Hi,
On Sun, Jan 11, 2026 at 08:35:13PM +0100, Thorsten Glaser wrote:
> On Sun, 11 Jan 2026, Andreas Mohr via Lynx-dev wrote:
>
> >- "outer-scope" MIME multi-part attribution is utf-8
>
> You can ignore that.
For purposes of document scope, indeed.
One could argue that
a MIME attribution could be made to
extend/govern a document's encoding config state, but OTOH it *is*
the document scope proper which is b0rken -
there's no denying or arguing that.
> >- the HTML document body/content is UTF-8-based
> > (as can be verified via
> > iconv -f utf-8 -t utf-8 <file>)
> >- the document (the authoritative container scope unit) declares
> > iso-8859-1 encoding for its body/content
>
> Yes, this is a bug… in the eMail, not in lynx.
Yup indeed.
The only complaint remaining might be
that lynx perhaps is not flexible enough to
offer applying trainwreck post-mortem workaround/bending.

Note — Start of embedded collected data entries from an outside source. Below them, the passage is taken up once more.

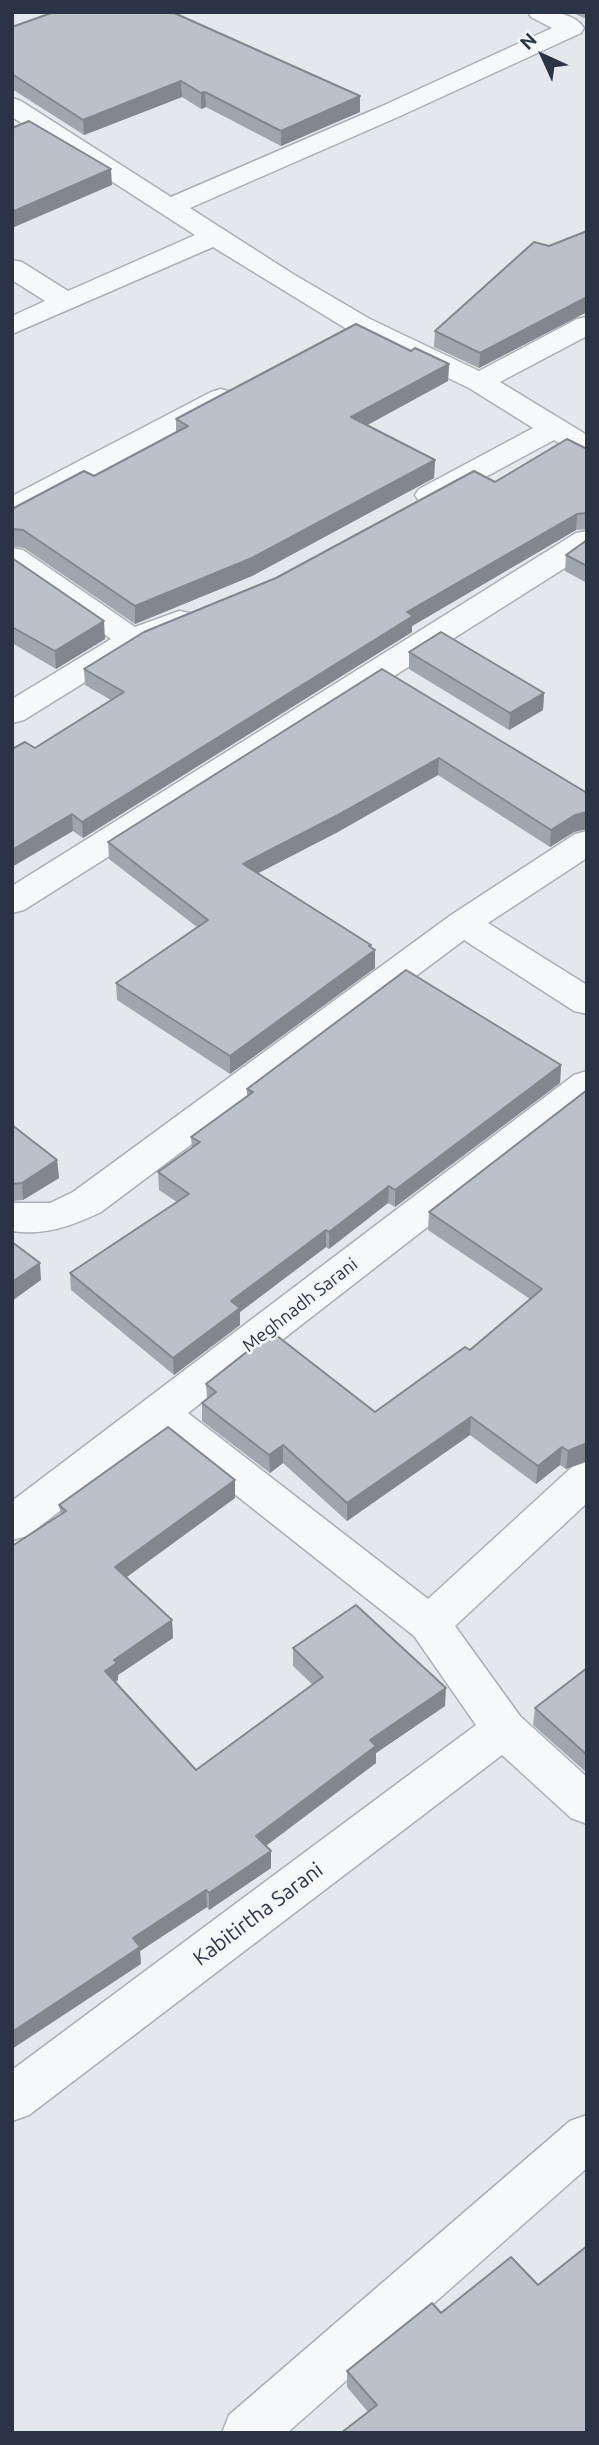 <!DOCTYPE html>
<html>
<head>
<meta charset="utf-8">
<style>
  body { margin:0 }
  #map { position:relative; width:599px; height:2445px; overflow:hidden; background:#e4e7ec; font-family:Ubuntu,sans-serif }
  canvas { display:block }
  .frame { position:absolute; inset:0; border:14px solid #2b3445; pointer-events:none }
  .north { position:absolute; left:508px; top:21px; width:70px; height:70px; -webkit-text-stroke:5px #f4f6f9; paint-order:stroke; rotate:315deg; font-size:19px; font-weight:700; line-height:28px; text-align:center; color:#2b3445 }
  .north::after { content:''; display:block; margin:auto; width:24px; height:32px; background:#2b3445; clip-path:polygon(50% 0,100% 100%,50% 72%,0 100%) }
</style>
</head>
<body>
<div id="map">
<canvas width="599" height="2445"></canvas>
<div class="frame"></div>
<div class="north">N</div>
</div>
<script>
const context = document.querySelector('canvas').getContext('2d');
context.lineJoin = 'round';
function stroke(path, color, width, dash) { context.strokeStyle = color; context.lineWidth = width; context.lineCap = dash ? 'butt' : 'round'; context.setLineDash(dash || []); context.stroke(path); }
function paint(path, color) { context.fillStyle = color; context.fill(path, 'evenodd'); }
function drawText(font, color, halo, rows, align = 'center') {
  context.font = font + ' Ubuntu,sans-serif'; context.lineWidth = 5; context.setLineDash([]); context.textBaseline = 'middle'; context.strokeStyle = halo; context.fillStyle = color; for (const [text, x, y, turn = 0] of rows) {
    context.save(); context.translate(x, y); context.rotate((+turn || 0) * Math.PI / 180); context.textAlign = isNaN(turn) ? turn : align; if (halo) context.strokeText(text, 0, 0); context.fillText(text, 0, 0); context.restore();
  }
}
const minor = new Path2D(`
  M528 12C547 12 572 10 584 28L581 33 398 117 190 208 293 274 370 319 479 371 577 319 587 317V336L500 382 587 435V457L577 454 554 440 441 501 430 504 419 501 415 495 419 489 533 428 469 388 350 331 213 247 12 334V316L45 301 12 280V260L22 262 68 291 195 235 12 117V98L21 101 171 197 380 107 552 28 531 17Z
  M221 389 231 392 236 398 231 404 23 514 12 517V496L211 392Z
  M587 531V554L24 910 12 913V886L576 533Z
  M12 548 23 550 135 627 179 611 190 613 195 620 190 627 143 646 24 720 12 723V699L111 639 12 571Z
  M587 831V858L488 923 587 985V1014L574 1011 464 940 101 1212C72 1226 44 1236 12 1231V1203H50L73 1192 451 915 575 834Z
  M587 1071V1103L188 1413 428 1599 572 1467 587 1462V1503L455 1626 520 1716 587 1777V1824L571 1818 502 1755 29 2115 12 2121V2070L476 1725 414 1636 160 1435 27 1536 12 1540V1501L574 1075Z
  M587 2115V2168L287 2433H222L229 2415 570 2121Z`);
const wall = new Path2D(`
  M571 12H587V17L584 18Z
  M12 27 360 112 281 146 206 107 201 109 182 97 84 135 12 89Z
  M587 231V312L479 368 434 347 435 331 549 246Z
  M411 351 449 364 448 381 367 425 435 460 434 478 252 576 135 624 24 548 12 546V509L94 476 176 432V419Z
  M587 449V529L576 530 412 626V632L83 838 73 831 35 748 111 700 85 685 84 669 276 578 495 482Z
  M587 540V583L565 571 566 555Z
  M12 558 105 639 56 669 12 643Z
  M409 652 544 693 543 710 509 730 409 669Z
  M382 669 587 793V829L574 832 550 847 438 775 336 833 258 873 371 945V948L375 950V968L230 1074 117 1000 116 983 197 927 109 859 108 842Z
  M561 1065 560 1083 395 1207 388 1203 329 1249 326 1247 240 1312V1325L174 1375 71 1290 70 1273 177 1202 159 1190 158 1172 192 1148 191 1137 247 1096V1089Z
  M587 1090V1461L566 1469 560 1465 536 1484 470 1435 347 1521 283 1463 270 1473 202 1421V1403L207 1399 206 1384 375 1412 470 1350 530 1299 428 1230 429 1212Z
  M12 1125 57 1160 59 1178 23 1200 12 1201Z
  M235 1498 126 1577 172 1620 173 1638 118 1675V1680L115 1682 196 1770 313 1685 293 1666V1648L445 1706 376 1753V1763L266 1846 271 1851V1868L209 1910 207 1907 140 1951 141 1964 59 1505Z
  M587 1668V1773L533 1725 535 1708Z
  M538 2285 587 2433 368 2412 347 2387V2371L441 2313Z`);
const shadedWall = new Path2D(`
  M181 81 182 97 84 135 83 120Z
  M205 92 206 107 201 109V93Z
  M360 96V112L281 146V131Z
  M111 169 112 185 12 228V212Z
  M587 297V312L479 368 480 353Z
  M449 364 448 381 351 434V417Z
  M435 460 434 478 252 576 135 624V606Z
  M577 514 576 530 412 626V632L83 838 82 822 407 612Z
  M104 621 105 639 56 669 55 651Z
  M544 693 543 710 509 730 510 713Z
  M439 758 438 775 336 833 243 881V864Z
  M587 812V829L574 832 550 847 551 830 575 815Z
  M72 814 73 831 12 867V850Z
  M371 945V953L375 950V968L230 1074V1056Z
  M561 1065 560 1083 395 1207V1190Z
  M57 1160 59 1178 23 1200 22 1183Z
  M389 1186 388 1203 329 1249V1232Z
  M326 1230V1247L240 1312V1325L174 1375 173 1358 231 1301Z
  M40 1263 41 1280 12 1301V1282Z
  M471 1417 470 1435 347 1521V1503Z
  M587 1443V1461L566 1469 568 1451Z
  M283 1445V1463L270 1473 269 1455Z
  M562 1447 560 1465 536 1484 538 1466Z
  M235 1480V1498L116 1585 115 1567Z
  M172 1620 173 1638 118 1675V1680L106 1689 105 1671 114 1660Z
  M446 1688 445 1706 376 1753V1763L256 1853V1836L370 1740Z
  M271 1851V1868L209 1910V1893Z
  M206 1890 207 1907 140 1951 141 1964 12 2049V2032L133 1938Z`);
const building = new Path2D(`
  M54 12H172L360 96 281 131 205 92 201 93 181 81 83 120 12 74V27Z
  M29 121 111 169 12 212V128Z
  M587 231V297L480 353 435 331 534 242 549 246Z
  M356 324 411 351 415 348 449 364 351 417 435 460 252 558 135 606 23 530 12 529V509L84 471 94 476 188 426 176 419Z
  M567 439 587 449V513L577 514 407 612 413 616 82 822 72 814 12 850V749L25 742 35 748 124 692 84 669 144 632 276 578 474 471 495 482Z
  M587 540V566L566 555Z
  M12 558 104 621 55 651 12 627Z
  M441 632 544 693 510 713 409 652Z
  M382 669 587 793V812L575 815 551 830 439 758 336 816 243 864 371 945 369 946 375 950 230 1056 116 983 208 920 108 842Z
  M406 970 561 1065 395 1190 389 1186 329 1232 326 1230 231 1301 240 1308 173 1358 70 1273 189 1194 158 1172 200 1142 191 1137 253 1092 247 1089Z
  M587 1090V1443L568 1451 562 1447 538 1466 471 1417 347 1503 283 1445 269 1455 202 1403 216 1392 206 1384 272 1332 375 1412 465 1347 470 1350 542 1289 429 1212Z
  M12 1125 57 1160 22 1183 12 1184Z
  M12 1242 40 1263 12 1282Z
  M168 1427 235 1480 115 1567 172 1620 114 1660 117 1663 105 1671 196 1770 323 1677 293 1648 356 1605 446 1688 370 1740 376 1746 256 1836 271 1851 209 1893 206 1890 133 1938 140 1947 12 2032V1546L66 1511 59 1505Z
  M587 1668V1755L535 1708Z
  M587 2246V2433H341L377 2405 347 2371 432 2303 441 2313 511 2257 538 2285Z`);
const streetNames = [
  ["Meghnadh Sarani",300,1305,-38]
];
const nearStreetnames = [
  ["Kabitirtha Sarani",258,1914,-37]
];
stroke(minor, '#a9aeb7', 3);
paint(minor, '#f7f8fa');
paint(wall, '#a1a5ae');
paint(shadedWall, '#83868d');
paint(building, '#bbc0ca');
stroke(building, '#83868d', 2);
drawText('18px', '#2b3445', '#f4f6f9', streetNames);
drawText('21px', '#2b3445', '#f4f6f9', nearStreetnames);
</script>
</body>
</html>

> Overriding the charset is not easy, you have to edit the document
> for that. (It gets even funnier if an XML PI with a charset is
> present… not.)
Woerks, somewhat unexpected.
> For the case of declared latin1, contains utf-8, you could do
> a rather evil thing of temporarily switching the display charset
> to latin1 and “Raw 8-bit” to ON. That might just work, if you
> use lynx in the C.UTF-8 locale and don’t have any nōn-ASCII UI
> strings.
Hmm I cannot quite follow the [weirdly twisted?] processing chain here
(I have to admit that I did not try it either).
> For your scenario of…
>
> >- mailcap entry
> > text/html; lynx -assume_charset=%{charset} -display_charset=utf-8
> > -collapse_br_tags -dump %s; nametemplate=andi_%s.html; copiousoutput
>
> … you could do something like…
>
> text/html; <%s perl -0pe
> 's!<meta\s+http-equiv="Content-Type"\s+content="[^"]*"\s*/?>!!ig;' | lynx
> -assume_charset=%{charset} -display_charset=utf-8 -collapse_br_tags -dump
> -stdin; nametemplate=andi_%s.html; copiousoutput
>
> … to automatically remove such charset declaration.
Ah, right, or possibly some sed -e 's/...' alter{c|n}ation...
For the [e]links side, I had filed the "same" issue at
"0.18.0: broken HTML file (charset declaration *wrong*) - override
possibility??"
https://github.com/rkd77/elinks/issues/417
> (EN: “[…]uhr.gz is a reason to install mksh on every system.”)
Oh wow indeed!
Greetings
Andreas Mohr
--
Klimaverschandel - weil weniger Wirtschaftskrieg einfach uncool ist.